Minority status has been causally linked to detrimental physical health outcomes but rarely tested to see if it plays the same role in psychiatric illnesses. Knowledge of the relationship between minority status and mental illness is critical as thirty percent of U.S. young adults ages 18-34 are either first or second generation immigrants, integrating as minorities. A perplexing pattern of depressive illness among Puerto Ricans conditional on site of residence (i.e. lower rates if they are living in Puerto Rico as majority and higher or similar rates to non-Latino whites if they are living in the US as minority) underscores the importance of better understanding the transformation that occurs when people migrate and become a minority population. Does the experience of minority status itself convey differential risk for mental illness? Missing from studies is also a nuanced understanding of the process of acculturation and how integration into a host country changes interactions between the individual, the context, and their culture. In this presentation, I describe an innovative approach of how we propose to investigate if and how experiences of minority status as contrasted to those of majority status convey differential risk for depression and anxiety, using Puerto Ricans as a test case.
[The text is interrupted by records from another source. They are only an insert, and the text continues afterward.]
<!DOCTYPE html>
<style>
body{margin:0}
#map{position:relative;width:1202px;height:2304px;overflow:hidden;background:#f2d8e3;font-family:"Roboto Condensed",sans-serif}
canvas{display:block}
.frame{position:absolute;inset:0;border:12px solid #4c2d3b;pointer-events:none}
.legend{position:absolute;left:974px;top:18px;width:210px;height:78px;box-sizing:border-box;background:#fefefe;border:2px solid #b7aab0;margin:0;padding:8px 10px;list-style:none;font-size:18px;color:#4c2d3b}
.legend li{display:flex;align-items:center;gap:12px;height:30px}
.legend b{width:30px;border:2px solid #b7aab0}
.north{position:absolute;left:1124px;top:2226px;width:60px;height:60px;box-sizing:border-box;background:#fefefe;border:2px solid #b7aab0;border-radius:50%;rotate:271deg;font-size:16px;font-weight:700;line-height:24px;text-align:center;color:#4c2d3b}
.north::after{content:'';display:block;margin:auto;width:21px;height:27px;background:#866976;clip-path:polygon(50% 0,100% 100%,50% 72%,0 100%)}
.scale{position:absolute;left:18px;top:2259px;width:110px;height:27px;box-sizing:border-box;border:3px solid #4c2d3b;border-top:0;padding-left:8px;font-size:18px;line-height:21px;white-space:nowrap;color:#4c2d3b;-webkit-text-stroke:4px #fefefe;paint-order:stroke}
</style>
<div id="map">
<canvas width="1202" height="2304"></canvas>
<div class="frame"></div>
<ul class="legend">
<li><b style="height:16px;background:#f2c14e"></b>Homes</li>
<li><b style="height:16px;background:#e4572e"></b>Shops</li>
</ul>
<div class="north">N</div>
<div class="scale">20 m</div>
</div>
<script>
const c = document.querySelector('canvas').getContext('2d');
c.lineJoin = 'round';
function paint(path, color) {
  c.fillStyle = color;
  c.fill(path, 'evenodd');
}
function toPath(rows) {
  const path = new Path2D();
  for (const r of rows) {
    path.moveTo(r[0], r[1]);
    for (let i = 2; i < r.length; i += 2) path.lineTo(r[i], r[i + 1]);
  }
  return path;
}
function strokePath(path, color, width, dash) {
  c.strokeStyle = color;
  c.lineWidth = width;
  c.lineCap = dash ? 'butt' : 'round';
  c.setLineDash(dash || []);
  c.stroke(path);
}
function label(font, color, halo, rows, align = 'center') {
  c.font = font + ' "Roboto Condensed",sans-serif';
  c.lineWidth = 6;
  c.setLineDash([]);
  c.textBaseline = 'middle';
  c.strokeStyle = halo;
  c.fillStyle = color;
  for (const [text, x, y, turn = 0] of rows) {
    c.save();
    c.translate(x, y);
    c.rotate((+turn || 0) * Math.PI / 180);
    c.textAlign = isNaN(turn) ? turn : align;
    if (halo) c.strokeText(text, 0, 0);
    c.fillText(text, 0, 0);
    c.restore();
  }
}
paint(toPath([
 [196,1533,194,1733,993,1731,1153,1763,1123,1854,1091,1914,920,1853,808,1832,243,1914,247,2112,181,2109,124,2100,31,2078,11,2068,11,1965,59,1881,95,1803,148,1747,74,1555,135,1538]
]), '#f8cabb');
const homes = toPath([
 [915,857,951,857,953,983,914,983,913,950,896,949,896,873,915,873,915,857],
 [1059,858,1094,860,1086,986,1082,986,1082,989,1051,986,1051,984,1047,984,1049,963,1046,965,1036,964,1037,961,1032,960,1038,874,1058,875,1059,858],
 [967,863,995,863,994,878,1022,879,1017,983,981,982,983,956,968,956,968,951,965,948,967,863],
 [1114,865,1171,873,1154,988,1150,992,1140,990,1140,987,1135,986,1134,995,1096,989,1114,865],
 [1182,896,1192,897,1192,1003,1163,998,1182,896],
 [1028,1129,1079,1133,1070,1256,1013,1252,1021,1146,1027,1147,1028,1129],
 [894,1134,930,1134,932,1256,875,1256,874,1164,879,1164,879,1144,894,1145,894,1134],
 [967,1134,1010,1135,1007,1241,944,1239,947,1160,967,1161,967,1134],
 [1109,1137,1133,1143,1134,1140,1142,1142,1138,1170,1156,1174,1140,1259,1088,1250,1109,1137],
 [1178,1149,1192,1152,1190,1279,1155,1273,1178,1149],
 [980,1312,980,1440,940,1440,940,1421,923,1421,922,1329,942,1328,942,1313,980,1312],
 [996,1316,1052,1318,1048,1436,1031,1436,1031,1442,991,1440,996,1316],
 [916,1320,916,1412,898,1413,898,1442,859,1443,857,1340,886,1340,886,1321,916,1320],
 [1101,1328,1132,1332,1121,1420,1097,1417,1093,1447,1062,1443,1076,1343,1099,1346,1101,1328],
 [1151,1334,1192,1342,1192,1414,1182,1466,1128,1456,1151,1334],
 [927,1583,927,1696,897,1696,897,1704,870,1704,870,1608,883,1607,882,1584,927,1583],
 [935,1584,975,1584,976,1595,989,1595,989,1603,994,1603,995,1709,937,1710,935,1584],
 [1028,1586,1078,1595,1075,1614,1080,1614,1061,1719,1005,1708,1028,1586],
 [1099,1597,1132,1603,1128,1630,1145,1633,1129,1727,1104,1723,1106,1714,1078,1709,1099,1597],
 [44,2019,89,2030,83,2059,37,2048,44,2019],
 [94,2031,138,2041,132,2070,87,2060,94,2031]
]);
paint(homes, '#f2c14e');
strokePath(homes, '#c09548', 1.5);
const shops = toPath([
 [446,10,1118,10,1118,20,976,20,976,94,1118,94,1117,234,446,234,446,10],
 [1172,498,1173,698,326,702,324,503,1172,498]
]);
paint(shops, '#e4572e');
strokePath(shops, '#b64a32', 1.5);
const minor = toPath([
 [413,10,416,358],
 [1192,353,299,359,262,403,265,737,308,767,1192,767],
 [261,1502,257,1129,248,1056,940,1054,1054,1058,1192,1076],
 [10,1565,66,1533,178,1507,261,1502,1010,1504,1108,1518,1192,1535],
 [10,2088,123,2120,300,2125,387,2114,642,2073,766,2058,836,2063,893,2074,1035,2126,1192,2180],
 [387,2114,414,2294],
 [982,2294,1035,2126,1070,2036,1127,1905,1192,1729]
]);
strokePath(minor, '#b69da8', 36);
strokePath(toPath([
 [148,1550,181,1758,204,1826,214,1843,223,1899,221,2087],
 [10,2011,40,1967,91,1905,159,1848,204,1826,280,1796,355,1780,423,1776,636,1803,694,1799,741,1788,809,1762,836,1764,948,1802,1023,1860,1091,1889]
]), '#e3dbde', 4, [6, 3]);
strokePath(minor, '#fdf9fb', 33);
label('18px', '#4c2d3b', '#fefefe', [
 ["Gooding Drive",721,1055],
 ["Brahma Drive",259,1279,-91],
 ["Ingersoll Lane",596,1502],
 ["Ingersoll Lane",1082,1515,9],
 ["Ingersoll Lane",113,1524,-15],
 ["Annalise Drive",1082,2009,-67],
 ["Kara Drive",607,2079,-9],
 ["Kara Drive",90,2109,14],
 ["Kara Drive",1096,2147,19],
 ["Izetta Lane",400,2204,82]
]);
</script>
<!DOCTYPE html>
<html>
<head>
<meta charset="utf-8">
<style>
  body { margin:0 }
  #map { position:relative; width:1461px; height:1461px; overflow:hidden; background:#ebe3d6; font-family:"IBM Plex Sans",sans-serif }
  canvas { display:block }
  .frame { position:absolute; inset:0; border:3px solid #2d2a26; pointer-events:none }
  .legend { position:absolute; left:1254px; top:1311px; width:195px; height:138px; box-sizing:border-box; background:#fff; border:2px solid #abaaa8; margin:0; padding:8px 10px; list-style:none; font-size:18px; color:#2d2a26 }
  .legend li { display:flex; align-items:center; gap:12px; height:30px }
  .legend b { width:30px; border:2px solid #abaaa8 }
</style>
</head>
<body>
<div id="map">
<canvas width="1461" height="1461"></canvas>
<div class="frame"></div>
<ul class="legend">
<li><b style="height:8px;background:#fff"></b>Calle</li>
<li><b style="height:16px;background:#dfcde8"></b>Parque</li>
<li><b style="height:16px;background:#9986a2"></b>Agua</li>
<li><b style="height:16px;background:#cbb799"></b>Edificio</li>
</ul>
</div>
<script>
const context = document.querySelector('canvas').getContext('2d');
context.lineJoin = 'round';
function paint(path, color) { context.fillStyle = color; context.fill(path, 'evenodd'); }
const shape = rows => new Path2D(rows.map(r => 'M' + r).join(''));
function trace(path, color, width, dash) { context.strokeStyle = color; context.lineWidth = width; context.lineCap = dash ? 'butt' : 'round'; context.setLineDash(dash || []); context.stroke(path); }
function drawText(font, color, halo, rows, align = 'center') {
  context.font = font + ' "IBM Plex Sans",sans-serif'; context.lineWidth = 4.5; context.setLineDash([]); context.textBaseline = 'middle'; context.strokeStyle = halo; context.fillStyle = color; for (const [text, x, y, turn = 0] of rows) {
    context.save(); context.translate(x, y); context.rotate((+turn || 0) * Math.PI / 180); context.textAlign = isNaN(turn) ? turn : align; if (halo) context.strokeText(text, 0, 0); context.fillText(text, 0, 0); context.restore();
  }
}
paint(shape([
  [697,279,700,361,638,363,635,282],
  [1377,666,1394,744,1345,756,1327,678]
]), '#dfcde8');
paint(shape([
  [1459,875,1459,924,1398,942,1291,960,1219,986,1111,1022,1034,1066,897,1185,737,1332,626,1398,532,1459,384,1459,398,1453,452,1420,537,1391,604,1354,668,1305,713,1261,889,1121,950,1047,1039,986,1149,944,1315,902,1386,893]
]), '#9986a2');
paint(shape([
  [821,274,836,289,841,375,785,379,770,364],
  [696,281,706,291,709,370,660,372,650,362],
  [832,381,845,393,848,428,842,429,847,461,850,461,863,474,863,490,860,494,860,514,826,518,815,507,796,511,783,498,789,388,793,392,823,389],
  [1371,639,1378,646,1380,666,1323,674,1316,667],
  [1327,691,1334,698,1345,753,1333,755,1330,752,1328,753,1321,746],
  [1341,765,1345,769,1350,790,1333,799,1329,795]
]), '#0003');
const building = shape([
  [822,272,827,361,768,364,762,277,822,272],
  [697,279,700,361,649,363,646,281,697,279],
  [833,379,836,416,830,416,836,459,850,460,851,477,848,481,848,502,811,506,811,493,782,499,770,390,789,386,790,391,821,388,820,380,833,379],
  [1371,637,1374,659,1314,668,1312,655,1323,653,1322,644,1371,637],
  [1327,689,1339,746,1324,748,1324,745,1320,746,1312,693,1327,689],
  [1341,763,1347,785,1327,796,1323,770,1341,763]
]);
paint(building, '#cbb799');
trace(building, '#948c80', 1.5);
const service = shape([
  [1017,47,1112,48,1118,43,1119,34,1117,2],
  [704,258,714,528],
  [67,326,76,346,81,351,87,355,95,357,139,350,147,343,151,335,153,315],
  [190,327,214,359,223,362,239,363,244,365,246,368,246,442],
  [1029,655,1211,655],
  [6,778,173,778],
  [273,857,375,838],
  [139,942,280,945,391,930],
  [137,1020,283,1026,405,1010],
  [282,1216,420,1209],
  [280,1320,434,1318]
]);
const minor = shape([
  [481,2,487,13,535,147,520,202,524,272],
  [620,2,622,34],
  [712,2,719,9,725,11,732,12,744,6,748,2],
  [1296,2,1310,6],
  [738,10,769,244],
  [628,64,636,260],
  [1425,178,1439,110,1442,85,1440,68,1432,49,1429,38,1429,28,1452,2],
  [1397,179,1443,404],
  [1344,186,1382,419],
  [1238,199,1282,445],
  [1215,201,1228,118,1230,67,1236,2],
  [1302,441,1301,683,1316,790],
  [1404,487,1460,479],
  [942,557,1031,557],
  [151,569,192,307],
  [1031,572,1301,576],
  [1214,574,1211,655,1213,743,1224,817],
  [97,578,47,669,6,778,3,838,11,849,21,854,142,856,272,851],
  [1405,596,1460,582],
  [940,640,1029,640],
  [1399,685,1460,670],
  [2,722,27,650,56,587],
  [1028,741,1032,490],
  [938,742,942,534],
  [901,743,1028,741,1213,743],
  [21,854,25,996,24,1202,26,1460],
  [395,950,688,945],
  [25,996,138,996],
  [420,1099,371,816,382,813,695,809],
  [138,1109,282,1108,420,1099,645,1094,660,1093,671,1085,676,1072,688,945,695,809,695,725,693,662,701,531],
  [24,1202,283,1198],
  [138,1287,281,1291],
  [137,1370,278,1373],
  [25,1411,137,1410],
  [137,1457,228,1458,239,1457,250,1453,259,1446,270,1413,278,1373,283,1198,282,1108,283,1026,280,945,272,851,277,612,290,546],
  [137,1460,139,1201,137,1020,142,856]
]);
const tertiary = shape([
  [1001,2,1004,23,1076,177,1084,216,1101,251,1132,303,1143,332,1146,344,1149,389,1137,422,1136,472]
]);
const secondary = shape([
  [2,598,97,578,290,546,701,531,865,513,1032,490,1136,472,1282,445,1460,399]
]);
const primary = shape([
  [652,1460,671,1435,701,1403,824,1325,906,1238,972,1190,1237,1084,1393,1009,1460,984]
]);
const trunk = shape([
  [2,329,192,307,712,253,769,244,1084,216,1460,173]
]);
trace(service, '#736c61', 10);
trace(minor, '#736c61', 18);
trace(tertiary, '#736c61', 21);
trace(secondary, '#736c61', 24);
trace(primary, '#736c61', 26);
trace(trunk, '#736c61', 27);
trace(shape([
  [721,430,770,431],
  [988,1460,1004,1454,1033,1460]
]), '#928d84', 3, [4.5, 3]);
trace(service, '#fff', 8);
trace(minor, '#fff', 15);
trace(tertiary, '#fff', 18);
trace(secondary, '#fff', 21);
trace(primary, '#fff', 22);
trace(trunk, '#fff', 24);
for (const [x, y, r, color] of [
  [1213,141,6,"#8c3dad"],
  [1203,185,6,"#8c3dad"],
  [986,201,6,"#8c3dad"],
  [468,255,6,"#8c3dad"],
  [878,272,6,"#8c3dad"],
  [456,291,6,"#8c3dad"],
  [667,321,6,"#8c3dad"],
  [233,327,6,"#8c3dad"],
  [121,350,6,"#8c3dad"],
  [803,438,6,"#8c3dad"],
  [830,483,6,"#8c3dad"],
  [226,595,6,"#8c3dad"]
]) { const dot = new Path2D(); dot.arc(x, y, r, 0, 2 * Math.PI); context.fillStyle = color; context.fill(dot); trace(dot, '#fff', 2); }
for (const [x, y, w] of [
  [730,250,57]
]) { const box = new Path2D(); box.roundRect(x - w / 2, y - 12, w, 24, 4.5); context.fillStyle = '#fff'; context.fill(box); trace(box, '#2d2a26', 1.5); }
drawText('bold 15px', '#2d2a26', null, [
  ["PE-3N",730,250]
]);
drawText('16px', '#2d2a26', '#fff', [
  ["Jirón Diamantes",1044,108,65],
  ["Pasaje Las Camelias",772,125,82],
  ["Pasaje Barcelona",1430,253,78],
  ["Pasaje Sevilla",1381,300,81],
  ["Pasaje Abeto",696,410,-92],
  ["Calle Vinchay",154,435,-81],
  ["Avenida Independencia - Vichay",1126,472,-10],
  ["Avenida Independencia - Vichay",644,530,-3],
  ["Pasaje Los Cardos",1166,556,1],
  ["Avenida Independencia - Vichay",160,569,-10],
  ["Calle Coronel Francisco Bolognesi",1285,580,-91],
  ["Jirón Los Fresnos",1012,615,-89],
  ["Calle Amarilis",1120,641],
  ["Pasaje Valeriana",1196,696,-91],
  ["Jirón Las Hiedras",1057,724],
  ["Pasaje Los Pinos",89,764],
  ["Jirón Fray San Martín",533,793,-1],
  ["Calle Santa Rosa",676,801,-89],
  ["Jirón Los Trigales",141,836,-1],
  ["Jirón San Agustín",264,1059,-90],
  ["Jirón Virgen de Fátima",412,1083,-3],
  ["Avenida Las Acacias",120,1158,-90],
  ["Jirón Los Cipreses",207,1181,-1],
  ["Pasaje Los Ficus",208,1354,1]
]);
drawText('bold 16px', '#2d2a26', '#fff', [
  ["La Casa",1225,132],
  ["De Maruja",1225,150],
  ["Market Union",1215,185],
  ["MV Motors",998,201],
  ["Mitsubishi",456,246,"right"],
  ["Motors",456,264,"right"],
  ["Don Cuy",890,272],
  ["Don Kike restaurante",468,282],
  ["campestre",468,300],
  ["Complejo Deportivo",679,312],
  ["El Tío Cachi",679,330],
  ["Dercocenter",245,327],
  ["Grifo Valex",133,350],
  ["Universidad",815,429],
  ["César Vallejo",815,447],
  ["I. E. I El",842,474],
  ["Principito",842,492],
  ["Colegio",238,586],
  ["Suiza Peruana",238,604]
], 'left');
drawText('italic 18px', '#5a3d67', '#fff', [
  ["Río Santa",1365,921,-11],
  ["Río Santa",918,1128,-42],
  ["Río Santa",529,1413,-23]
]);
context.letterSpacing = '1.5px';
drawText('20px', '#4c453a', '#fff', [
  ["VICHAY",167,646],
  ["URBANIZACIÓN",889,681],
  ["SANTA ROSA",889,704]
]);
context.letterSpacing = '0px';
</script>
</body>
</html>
We and others posit that minority status transforms one’s social interactions and amplifies stressors of social disadvantage that negatively impact mental health.  Exploring both ethnic (e.g. attributions of discrimination and racism) and non-ethnic (e.g. low social position) attributions of disadvantaged neighborhoods may capture more of the potential pathogenic contribution of minority status. The Boricua study can identify within-group risk factors (e.g. lower versus higher level of perceived discrimination) and test whether these operate similarly in the Bronx and Puerto Rico. Our methods are guided by our overall purpose: to investigate and understand the causal relationship between the experience of minority status in late adolescence and early adulthood and social and environmental context on risk of depression and anxiety.  

Margarita Alegría, PhD, is the Director of the Center for Multicultural Mental Health Research at the Cambridge Health Alliance and a Professor in the Department of Psychiatry at Harvard Medical School. She currently serves as PI or co-PI of three NIH funded research studies. Dr. Alegría’s published work focuses on the improvement of health care services delivery for diverse racial and ethnic populations, conceptual and methodological issues with multicultural populations, and ways to bring the community’s perspective into the design and implementation of health services. Her publications cover psychiatric epidemiology, health services research, and mental health and substance abuse service disparities. She leads a multi-site randomized controlled trial, testing a patient activation intervention, and a comparative effectiveness trial of a telephone-based depression therapy intervention in primary care. Dr. Alegría has received numerous awards including the 2003 Mental Health Section Award of APHA, the 2008 Health Disparities Innovation Award from the NIMHHD, the 2008 Carl Taube Award from APHA, the 2009 Simon Bolivar Award from the APA, and the 2011 Harold Amos Award from the HMS; and the Award of Excellence from the NHSN on Drug Abuse. In October 2011, she was elected as a member of the Institute of Medicine. In 2012 she received the Frances J. Bonner Award, from the Massachusetts General Hospital Department of Psychiatry, awarded for meritorious service in the mental health field for the ethnic and racial minority community.